És l’alegria la que em mou a escriure
La vitalidad cordial de este hombre ha sido ejemplar cuando se conoce los avatares de una vida que él metió entera en un buen puñado de libros
Había que verlo, grande como era: la risa empezaba a cabalgar en sus grandes manos abiertas y levantadas, ascendía por los brazos de yuntero, de labriego, de hombre de la obra, se instalaba en el pecho ensanchado y explotaba en la cara romana, ya plenamente senatorial, creciendo como sonrisa y reduciéndose a la nada en los ojos achinados, aunque reía sin ruido, o con un espasmo prolongado que apenas prorrumpía en ruido alguno. La vitalidad cordial de Joan Margarit ha sido ejemplar cuando se conoce —y sin conocer— los avatares de una vida que aquí no va a caber, pero él metió entera, por sus pasos, en un buen puñado de libros que alumbran una poesía sabia y veraz, valiente y tan analítica como cálida, sin ceder nunca al chantaje emocional.

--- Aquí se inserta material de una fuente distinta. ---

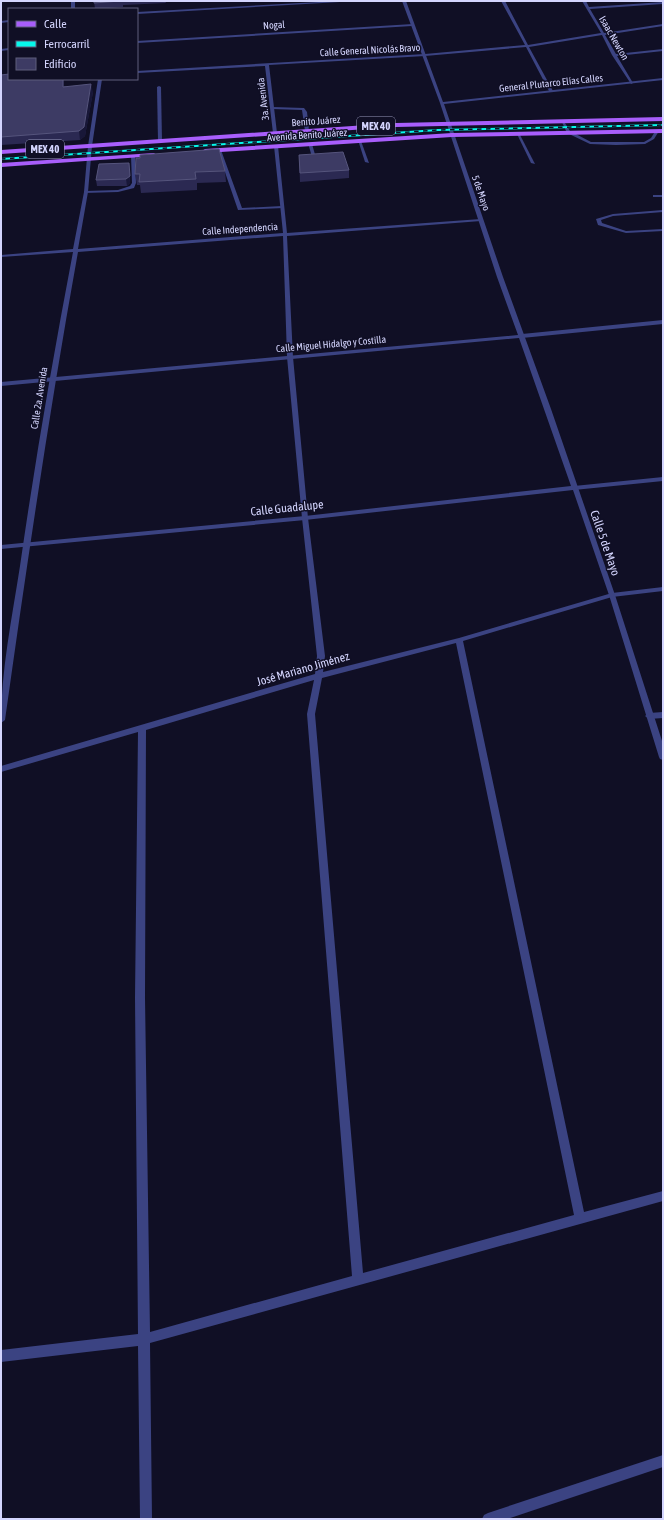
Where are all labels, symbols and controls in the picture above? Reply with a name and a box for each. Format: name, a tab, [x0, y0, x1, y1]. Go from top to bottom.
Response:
legend	[8, 8, 138, 80]
street label: Isaac Newton	[597, 14, 631, 62]
text: Calle	[44, 17, 67, 31]
street label: Nogal	[263, 19, 286, 31]
text: Ferrocarril	[44, 37, 91, 51]
street label: Calle General Nicolás Bravo	[319, 42, 421, 58]
text: Edificio	[44, 57, 77, 71]
street label: General Plutarco Elías Calles	[498, 72, 604, 94]
street label: 3a. Avenida	[255, 77, 271, 121]
street label: Benito Juárez	[291, 114, 341, 128]
road number: MEX 40	[357, 117, 395, 135]
street label: Avenida Benito Juárez	[267, 127, 348, 143]
road number: MEX 40	[26, 140, 64, 158]
street label: 5 de Mayo	[470, 174, 492, 212]
street label: Calle Independencia	[202, 221, 279, 237]
street label: Calle Miguel Hidalgo y Costilla	[275, 334, 387, 354]
street label: Calle 2a. Avenida	[29, 366, 49, 430]
street label: Calle Guadalupe	[250, 497, 324, 519]
street label: Calle 5 de Mayo	[587, 508, 623, 578]
street label: José Mariano Jiménez	[255, 649, 352, 689]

La tentación de creer que el final se acercó más rápido al terminar su último libro es muy alta, pero no voy a incurrir en ella. Sería una forma de la superstición que desechó siempre Margarit como instrumento de conocimiento y de exploración del Animal de bosque que ha sido y que fue. Ese es el título de su último libro, terminado hace apenas dos o tres semanas, y mimado y revisado con el cuidado obstinado que no derrotó ni el cáncer ni la quimio, pero tampoco el hecho mismo de saber que iba a ser su último libro. Lo supo sin duda y lo asumió sin patetismo, como no hay rastro de patetismo en estos poemas finales, sino un aliento insólito, extravagante, poderoso hacia la celebración de la vida cuando la vida se acaba. Quien no asume la muerte es que no tiene ni idea de lo que es la vida, viene a decir uno de esos versos, que ahora no quiero ir a buscar en su literalidad, porque le hace justicia este modo de evocarlo.

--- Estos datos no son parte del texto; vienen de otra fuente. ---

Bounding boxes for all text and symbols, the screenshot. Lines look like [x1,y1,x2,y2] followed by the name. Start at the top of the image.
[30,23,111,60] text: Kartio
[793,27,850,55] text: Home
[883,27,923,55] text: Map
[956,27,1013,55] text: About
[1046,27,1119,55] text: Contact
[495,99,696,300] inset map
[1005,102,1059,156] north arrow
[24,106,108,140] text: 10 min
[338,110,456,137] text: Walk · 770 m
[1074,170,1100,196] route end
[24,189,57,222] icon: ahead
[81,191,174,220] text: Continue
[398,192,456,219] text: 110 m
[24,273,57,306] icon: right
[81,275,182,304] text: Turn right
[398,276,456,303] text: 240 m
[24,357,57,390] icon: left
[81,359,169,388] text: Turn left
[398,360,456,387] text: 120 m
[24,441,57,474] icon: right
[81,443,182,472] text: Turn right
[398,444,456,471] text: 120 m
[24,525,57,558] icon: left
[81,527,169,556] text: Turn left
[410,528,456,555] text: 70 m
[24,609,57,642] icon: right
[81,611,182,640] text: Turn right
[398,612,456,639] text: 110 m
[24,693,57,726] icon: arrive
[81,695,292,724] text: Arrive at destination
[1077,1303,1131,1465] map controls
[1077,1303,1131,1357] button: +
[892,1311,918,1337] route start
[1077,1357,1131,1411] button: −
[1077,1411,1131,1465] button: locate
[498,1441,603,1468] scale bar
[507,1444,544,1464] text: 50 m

Este libro estremecedor lleva dentro un rumor de muerte que lo atraviesa sin ensombrecerlo, sin cargar en los poemas la pesadumbre del final, sino la alertada, inquieta y vivísima acción de iluminar su propia vivencia: generoso, feliz en el hallazgo verbal, reflexivo sin amonestar a nadie e incluso sintiendo cumplido el sueño de entender, entender mejor. No ha nacido Animal de bosc como largo epitafio para sí mismo, sino como variación lúcida y vigilante contra sí mismo, cuando casi todo conspiraba para ceder a la modulación más sentimental, o incluso a la queja. ¿Quejarse, Joan? Nunca: no era el orgullo el que impedía que se quejase, sino la templanza, la sabiduría moral, la entereza de una vida asumida en sus quiebras íntimas y en sus celebraciones festivas: “L’alegria em ve de la pobresa”, como si ese fuese un blindaje definitivo y de por vida, como si ahí anidase una toma de tierra insobornable que nunca desactivaba ni como poeta ni como persona.

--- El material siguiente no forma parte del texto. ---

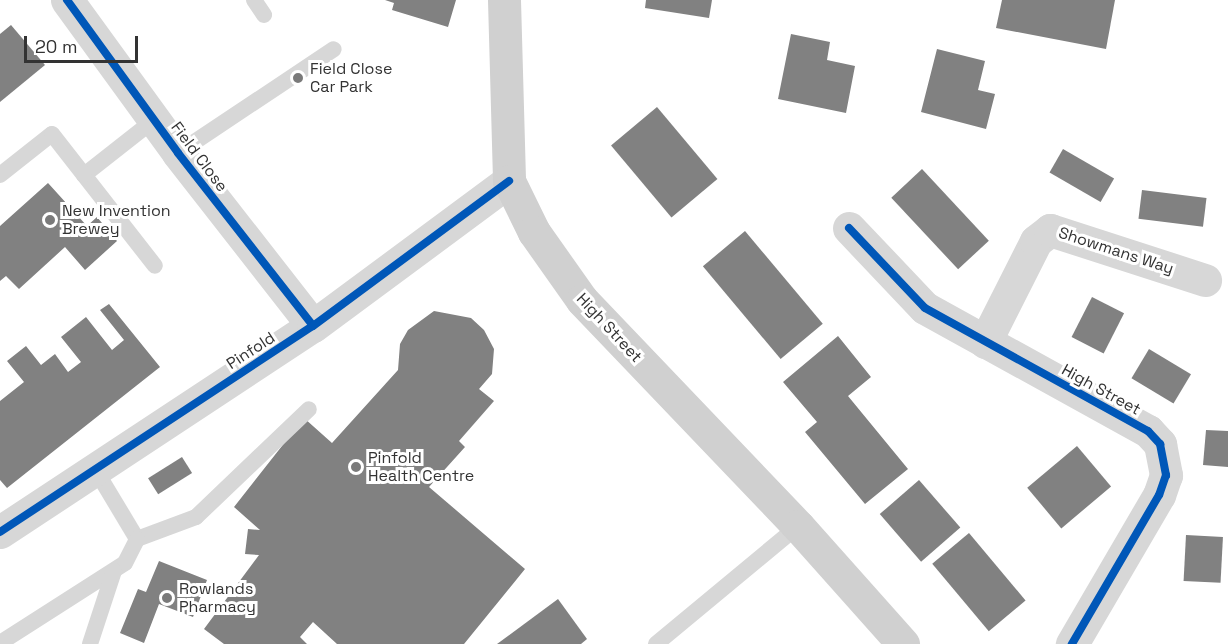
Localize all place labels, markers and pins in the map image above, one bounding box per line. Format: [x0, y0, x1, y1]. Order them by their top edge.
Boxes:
place label: Field Close Car Park [310, 59, 392, 97]
marker: Field Close Car Park [291, 71, 305, 85]
place label: New Invention Brewey [62, 201, 171, 239]
marker: New Invention Brewey [43, 213, 57, 227]
place label: Pinfold Health Centre [368, 448, 474, 486]
marker: Pinfold Health Centre [349, 460, 363, 474]
place label: Rowlands Pharmacy [179, 579, 256, 617]
marker: Rowlands Pharmacy [160, 591, 174, 605]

Por eso también “És l’alegria la que em mou a escriure”: conocer, descubrir con las palabras, comprender estuvo tan por encima de todo lo que a ratos podía producir la sensación de vivir la inteligencia como un desafío del corazón. Por eso la calidez de Mariona, de sus hijos Mònica y Carles, la memoria de Joana y el aliento vital de sus nietos está también en un libro que es canto y es elegía, como fue la vida misma de Margarit: extraordinaria persona, siempre incómodo y reticente con el papelón de poeta, y feliz con los dulces sarcasmos que su última popularidad escandalosa nos despertaba a los que más le queríamos con la risa, sí, y desde el corazón del bosque.